(Records from a data collection)
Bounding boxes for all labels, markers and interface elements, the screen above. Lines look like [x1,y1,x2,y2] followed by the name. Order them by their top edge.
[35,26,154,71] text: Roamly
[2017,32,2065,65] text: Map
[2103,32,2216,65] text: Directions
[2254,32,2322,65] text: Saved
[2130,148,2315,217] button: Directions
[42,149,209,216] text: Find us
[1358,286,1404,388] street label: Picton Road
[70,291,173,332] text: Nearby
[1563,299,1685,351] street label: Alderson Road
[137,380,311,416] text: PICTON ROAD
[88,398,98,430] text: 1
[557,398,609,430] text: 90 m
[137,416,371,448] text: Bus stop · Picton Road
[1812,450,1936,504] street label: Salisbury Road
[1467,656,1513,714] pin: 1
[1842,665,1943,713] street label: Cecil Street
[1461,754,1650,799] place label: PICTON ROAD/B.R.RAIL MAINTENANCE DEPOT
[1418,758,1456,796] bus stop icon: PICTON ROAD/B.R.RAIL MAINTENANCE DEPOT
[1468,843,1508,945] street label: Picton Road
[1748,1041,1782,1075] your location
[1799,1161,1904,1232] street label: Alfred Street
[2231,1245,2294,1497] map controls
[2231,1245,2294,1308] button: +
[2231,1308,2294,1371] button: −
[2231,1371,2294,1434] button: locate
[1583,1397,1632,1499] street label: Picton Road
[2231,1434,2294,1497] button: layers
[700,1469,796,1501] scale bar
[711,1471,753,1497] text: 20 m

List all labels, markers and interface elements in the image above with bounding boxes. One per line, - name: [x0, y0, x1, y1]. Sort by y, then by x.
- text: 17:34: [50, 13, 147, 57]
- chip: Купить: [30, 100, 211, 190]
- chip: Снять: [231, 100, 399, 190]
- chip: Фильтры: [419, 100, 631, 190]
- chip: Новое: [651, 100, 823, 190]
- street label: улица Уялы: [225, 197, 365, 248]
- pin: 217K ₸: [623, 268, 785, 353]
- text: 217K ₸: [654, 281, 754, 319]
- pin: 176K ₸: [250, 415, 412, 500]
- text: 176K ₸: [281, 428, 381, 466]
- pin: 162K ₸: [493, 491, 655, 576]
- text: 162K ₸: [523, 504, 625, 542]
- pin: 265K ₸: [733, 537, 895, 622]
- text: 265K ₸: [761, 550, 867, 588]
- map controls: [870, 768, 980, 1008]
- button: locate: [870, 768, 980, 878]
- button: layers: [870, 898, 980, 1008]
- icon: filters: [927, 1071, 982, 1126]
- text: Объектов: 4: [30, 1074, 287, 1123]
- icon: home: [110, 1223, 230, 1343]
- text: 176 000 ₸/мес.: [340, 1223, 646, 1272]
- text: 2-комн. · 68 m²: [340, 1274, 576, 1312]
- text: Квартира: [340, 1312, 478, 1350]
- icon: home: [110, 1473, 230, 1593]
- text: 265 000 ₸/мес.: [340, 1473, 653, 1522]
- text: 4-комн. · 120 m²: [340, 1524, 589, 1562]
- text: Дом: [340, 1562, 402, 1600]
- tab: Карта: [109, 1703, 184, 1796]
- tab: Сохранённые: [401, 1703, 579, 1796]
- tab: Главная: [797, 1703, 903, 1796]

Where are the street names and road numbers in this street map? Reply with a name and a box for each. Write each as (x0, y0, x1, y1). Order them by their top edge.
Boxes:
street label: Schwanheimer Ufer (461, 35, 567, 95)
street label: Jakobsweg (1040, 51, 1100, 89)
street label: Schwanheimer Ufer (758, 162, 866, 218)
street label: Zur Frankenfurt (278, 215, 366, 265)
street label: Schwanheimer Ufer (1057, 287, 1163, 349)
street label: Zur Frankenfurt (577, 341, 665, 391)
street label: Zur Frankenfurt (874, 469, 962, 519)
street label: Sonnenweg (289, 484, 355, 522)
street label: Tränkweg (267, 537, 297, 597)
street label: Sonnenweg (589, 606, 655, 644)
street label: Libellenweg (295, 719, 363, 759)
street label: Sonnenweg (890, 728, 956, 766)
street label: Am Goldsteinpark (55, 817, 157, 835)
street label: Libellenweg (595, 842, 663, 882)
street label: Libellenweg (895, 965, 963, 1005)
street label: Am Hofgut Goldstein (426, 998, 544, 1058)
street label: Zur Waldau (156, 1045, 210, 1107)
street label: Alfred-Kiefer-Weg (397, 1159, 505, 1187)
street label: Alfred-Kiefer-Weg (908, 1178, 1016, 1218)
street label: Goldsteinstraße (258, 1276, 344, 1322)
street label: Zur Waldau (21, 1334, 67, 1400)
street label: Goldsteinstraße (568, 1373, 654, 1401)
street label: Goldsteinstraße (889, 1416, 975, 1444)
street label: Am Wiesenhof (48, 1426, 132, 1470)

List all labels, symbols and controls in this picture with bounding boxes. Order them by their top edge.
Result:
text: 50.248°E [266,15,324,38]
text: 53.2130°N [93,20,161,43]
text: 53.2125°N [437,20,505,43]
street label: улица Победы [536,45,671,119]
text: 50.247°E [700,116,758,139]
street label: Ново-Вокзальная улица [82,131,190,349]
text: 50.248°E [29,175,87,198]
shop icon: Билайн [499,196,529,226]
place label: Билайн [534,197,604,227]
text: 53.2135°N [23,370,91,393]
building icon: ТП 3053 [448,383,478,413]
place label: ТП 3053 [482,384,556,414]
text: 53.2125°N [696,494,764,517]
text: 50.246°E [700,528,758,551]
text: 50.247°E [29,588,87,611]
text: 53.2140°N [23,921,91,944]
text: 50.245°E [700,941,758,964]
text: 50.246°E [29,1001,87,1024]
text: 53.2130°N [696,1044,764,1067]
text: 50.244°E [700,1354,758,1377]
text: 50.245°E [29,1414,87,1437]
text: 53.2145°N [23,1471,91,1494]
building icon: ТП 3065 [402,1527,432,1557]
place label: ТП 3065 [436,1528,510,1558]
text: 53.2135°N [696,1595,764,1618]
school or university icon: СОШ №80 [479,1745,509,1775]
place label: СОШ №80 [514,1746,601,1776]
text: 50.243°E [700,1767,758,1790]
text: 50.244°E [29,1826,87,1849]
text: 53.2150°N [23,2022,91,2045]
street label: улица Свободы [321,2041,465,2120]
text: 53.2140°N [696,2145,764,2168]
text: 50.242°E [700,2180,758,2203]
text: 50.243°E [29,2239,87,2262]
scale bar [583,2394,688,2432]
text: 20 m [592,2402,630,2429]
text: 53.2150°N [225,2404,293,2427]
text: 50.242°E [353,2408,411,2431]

### Goal of the exercise
Go through the entries above and copy each line with "them" in it.

### Answer box
Bounding boxes for all labels, markers and interface elements, the screen above. Lines look like [x1,y1,x2,y2] followed by the name. Order them by their top edge.
Where are the street names and road numbers in this street map? Reply with a name and a box for each. Write each as (x0, y0, x1, y1). Order them by their top edge.
List all labels, symbols and controls in this picture with bounding boxes. Order them by their top edge.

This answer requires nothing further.